At arenaflex, we are deeply committed to the professional development of our team members. Joining our cybersecurity division means gaining access to a wealth of learning resources, mentorship programs, and career advancement pathways. You will have the opportunity to:

• Work alongside seasoned cybersecurity professionals who are leaders in their fields.
• Participate in industry conferences, training workshops, and certification programs sponsored by arenaflex.
• Engage with cutting-edge technologies and methodologies that shape the future of cybersecurity.
• Progress into senior leadership roles within GRC, cybersecurity strategy, or specialized risk management domains.
• Contribute to thought leadership initiatives that influence industry best practices.
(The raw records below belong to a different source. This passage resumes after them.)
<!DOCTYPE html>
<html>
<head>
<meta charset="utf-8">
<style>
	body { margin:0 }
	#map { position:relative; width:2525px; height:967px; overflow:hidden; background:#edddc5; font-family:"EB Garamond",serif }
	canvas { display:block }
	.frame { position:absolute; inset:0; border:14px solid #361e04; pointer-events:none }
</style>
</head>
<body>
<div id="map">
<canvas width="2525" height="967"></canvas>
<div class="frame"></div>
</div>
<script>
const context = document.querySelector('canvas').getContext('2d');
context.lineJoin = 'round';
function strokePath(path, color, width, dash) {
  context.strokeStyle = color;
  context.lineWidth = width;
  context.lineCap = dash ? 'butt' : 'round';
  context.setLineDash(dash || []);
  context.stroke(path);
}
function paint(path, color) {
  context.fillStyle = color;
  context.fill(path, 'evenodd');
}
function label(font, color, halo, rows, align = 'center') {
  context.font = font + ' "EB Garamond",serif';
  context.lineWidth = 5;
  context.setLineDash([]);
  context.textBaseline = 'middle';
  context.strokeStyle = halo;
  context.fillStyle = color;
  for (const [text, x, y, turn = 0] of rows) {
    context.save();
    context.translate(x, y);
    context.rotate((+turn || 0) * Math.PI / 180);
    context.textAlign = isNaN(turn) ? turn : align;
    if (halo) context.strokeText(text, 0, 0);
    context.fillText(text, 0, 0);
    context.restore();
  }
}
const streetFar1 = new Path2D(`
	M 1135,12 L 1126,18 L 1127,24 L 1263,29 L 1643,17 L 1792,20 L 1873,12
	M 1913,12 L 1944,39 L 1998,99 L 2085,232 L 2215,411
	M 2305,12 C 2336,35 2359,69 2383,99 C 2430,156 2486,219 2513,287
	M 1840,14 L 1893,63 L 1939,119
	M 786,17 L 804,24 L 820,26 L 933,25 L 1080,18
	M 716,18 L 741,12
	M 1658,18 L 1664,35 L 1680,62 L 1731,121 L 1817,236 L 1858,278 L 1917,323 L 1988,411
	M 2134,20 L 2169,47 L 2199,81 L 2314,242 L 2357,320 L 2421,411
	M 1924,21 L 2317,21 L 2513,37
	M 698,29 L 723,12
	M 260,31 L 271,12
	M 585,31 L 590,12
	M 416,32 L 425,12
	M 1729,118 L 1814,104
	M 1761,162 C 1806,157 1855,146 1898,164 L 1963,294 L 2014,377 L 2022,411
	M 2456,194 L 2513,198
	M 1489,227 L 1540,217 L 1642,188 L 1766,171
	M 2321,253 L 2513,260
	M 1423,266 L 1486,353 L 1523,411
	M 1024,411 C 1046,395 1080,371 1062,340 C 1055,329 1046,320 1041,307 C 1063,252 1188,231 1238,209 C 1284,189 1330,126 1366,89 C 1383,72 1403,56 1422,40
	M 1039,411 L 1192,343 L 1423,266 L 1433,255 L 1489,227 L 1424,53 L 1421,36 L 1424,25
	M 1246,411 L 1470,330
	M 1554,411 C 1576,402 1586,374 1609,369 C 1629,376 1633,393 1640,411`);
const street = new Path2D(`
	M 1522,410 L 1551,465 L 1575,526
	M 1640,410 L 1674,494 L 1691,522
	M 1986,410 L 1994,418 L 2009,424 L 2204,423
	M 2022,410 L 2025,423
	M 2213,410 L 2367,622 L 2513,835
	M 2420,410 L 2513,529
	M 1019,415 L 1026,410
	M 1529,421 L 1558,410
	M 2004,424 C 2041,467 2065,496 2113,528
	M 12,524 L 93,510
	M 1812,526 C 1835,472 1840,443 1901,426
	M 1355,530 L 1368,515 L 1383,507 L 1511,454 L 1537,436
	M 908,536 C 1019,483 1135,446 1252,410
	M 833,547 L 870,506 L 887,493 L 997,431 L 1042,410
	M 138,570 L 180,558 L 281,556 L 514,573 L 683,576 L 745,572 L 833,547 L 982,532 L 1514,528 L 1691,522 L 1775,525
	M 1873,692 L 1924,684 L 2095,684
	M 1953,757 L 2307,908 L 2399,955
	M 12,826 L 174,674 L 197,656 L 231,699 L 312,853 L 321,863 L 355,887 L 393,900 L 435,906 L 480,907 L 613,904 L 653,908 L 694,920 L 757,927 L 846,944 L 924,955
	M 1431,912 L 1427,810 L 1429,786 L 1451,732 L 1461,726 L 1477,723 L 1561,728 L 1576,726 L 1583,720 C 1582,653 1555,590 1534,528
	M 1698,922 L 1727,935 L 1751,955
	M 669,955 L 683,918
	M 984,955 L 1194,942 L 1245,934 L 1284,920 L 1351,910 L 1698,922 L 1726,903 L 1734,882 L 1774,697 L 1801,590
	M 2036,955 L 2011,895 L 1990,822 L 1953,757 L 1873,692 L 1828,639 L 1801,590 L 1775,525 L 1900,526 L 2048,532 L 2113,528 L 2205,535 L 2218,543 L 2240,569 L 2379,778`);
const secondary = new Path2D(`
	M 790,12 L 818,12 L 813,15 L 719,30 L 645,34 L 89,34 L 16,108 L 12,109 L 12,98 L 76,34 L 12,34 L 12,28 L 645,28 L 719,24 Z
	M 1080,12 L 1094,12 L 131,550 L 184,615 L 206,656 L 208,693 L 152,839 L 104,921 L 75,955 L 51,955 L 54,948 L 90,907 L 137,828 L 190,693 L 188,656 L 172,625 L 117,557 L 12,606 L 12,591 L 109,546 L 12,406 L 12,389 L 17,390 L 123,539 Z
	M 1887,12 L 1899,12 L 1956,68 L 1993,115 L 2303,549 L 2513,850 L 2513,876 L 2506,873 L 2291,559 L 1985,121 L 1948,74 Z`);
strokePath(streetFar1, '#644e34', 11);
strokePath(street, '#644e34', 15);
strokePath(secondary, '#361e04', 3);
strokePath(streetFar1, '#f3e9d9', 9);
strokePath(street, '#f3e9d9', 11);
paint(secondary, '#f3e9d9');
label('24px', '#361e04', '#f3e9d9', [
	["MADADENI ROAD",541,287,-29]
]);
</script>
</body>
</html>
Work Environment and Company Culture

arenaflex fosters a culture of inclusivity, innovation, and continuous learning. Our remote work model is designed to support flexibility while maintaining strong team connectivity through regular virtual collaboration, team-building activities, and cross-functional projects. We celebrate diversity and believe that different perspectives drive better outcomes. Our team members enjoy an environment that values work-life balance, encourages open communication, and rewards initiative and creativity.
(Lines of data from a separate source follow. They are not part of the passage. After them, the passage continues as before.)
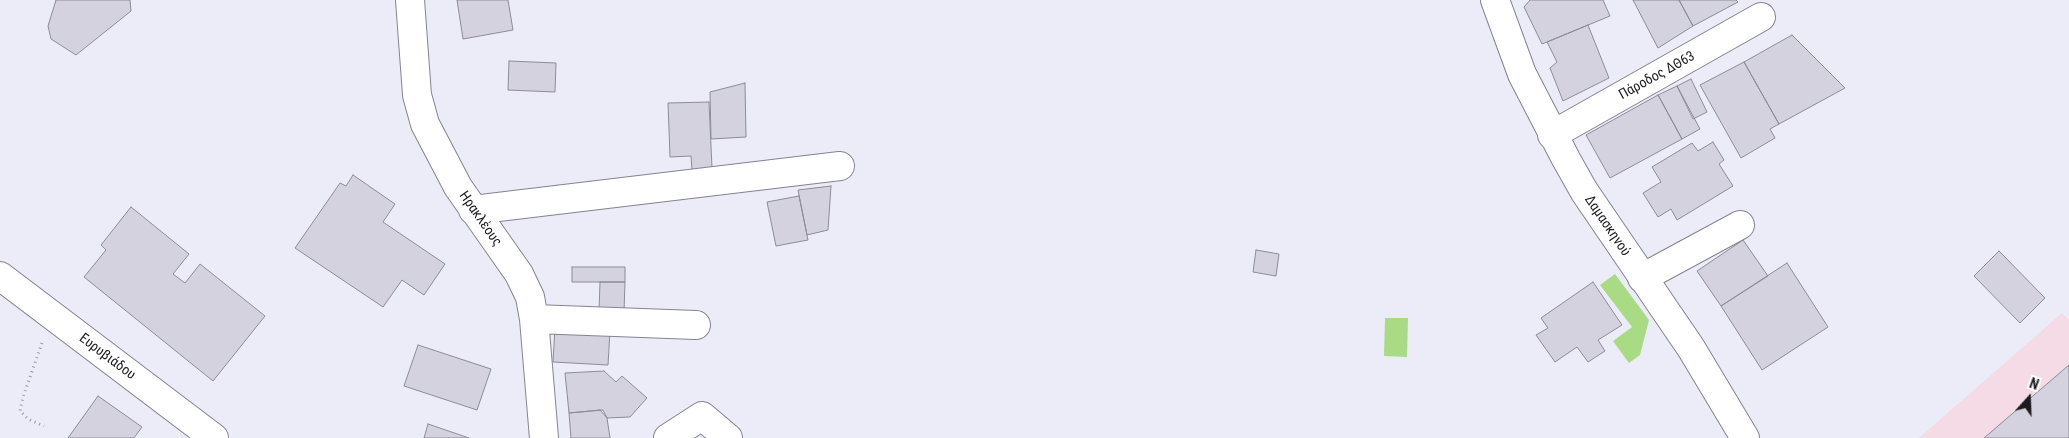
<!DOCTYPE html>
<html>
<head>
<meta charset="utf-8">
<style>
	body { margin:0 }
	#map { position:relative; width:2069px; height:438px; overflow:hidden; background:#ececf8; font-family:"Roboto Condensed",sans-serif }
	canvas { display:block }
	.north { position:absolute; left:2004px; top:373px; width:50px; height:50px; -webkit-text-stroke:4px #fff; paint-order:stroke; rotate:20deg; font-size:14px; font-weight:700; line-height:20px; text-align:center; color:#1c1c20 }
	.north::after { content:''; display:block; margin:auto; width:18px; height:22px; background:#1c1c20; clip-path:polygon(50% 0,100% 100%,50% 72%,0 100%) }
</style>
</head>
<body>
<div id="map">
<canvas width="2069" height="438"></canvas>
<div class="north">N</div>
</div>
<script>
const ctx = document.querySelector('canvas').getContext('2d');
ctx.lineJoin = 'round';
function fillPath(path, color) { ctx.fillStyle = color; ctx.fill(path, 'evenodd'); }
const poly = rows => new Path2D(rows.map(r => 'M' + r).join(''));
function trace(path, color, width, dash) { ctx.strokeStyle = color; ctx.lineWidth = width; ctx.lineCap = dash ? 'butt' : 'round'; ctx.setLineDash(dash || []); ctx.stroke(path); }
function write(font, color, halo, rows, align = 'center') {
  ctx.font = font + ' "Roboto Condensed",sans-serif'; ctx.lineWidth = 4.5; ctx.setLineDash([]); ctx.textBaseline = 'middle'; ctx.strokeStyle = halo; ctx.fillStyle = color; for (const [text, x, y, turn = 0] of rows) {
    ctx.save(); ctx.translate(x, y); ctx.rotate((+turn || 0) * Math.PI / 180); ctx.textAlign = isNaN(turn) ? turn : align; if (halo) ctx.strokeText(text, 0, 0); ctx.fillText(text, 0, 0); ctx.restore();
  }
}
fillPath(poly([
	[2062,313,2069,320,2069,438,1919,438]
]), '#f4dbe5');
fillPath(poly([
	[1615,274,1649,320,1640,355,1629,363,1613,341,1632,327,1600,285],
	[1385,318,1408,318,1407,357,1384,356]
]), '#a8db83');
const building = poly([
	[56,0,130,0,131,11,76,55,51,39,48,26,56,0],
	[457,0,508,0,513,30,463,39,457,0],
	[1530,0,1603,0,1610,16,1542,44,1524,7,1530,0],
	[1633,0,1679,0,1693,26,1658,48,1633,0],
	[1679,0,1736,0,1738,2,1693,26,1679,0],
	[1588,25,1609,78,1563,101,1550,68,1557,62,1547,42,1588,25],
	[1792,35,1845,88,1779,124,1744,62,1792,35],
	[509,61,556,63,555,92,508,90,509,61],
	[1744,62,1779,124,1770,129,1775,138,1741,158,1700,85,1744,62],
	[1691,79,1707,112,1693,119,1677,86,1691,79],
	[745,83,746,137,711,139,710,92,745,83],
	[1677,86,1700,129,1682,139,1658,95,1677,86],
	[1658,95,1682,139,1610,178,1586,135,1658,95],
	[709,102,712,168,692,170,691,156,670,157,668,103,709,102],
	[1713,142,1724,160,1719,164,1733,186,1677,220,1671,209,1658,217,1643,193,1661,182,1652,167,1692,143,1698,151,1713,142],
	[353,175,395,204,383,222,445,264,424,295,402,280,383,307,295,248,340,183,346,186,353,175],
	[831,186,828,230,807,235,798,190,831,186],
	[799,196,808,240,776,246,767,202,799,196],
	[131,207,189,254,173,274,185,283,200,264,265,316,213,381,84,277,106,250,101,245,131,207],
	[1743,240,1768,276,1721,306,1697,271,1743,240],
	[1256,250,1279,254,1276,276,1253,272,1256,250],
	[1999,251,2045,298,2020,323,1974,276,1999,251],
	[1787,263,1828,327,1762,370,1721,306,1787,263],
	[572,267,625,267,625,282,572,282,572,267],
	[600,282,625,282,624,312,599,312,600,282],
	[1593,282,1622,325,1598,340,1605,351,1588,362,1577,347,1555,362,1536,335,1548,328,1541,318,1593,282],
	[555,328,610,331,608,365,553,362,555,328],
	[418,345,491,369,477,410,404,386,418,345],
	[2069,365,2069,438,1984,438,2069,365],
	[604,371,616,382,622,376,647,398,630,417,607,418,603,410,569,413,565,373,604,371],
	[98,396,142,427,134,438,68,438,98,396],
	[600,410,607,418,610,438,571,438,569,413,600,410],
	[428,424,469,438,424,438,428,424]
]);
fillPath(building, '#d3d2de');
trace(building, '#8c8b96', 1);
const minor = poly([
	[410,0,417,95,425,124,458,187,519,274,530,297,534,319,544,438],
	[1552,135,1761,17],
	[473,210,840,166],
	[0,276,214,438],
	[1642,278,1740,225],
	[534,319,696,325],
	[668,438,702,416,728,438]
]);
const major = poly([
	[1495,0,1522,74,1566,159,1584,191,1691,348,1745,438]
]);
trace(minor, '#84848f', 30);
trace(major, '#84848f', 30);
trace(poly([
	[42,343,23,397,20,411,28,419,44,426]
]), '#9898a0', 3, [1, 4]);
trace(minor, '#fff', 28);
trace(major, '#fff', 28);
write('14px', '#1c1c20', '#fff', [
	["Πάροδος ΔΘ63",1657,76,-29],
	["Ηρακλέους",480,219,55],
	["Δαμασκηνού",1607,226,56],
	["Ευρυβιάδου",107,357,37]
]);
</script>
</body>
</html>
When you join arenaflex, you become part of a community that is passionate about making a difference. Whether through our corporate social responsibility programs, employee resource groups, or community outreach initiatives, you will find ample opportunities to contribute to causes that matter.

Compensation, Perks, and Benefits

This position offers a competitive annual salary of $80,000, commensurate with experience and qualifications. In addition to base compensation, arenaflex provides a comprehensive benefits package that may include:

• Comprehensive health, dental, and vision insurance plans.
• Generous paid time off, including vacation days, sick leave, and holidays.
• Retirement savings plans with company matching contributions.
• Professional development allowances for certifications, courses, and conferences.
• Flexible work arrangements that support remote work and work-life balance.
• Employee wellness programs, including mental health resources and fitness incentives.
• Access to exclusive arenaflex experiences, products, and partner discounts.

How to Apply

If you are ready to take the next step in your cybersecurity career and join a team that values your expertise, we encourage you to apply today. Become part of arenaflex and help us shape a safer, more secure digital future. Our hiring process is designed to be transparent, respectful, and focused on finding the right fit for both you and our organization.

Take the leap. Apply now and let your career journey with arenaflex begin.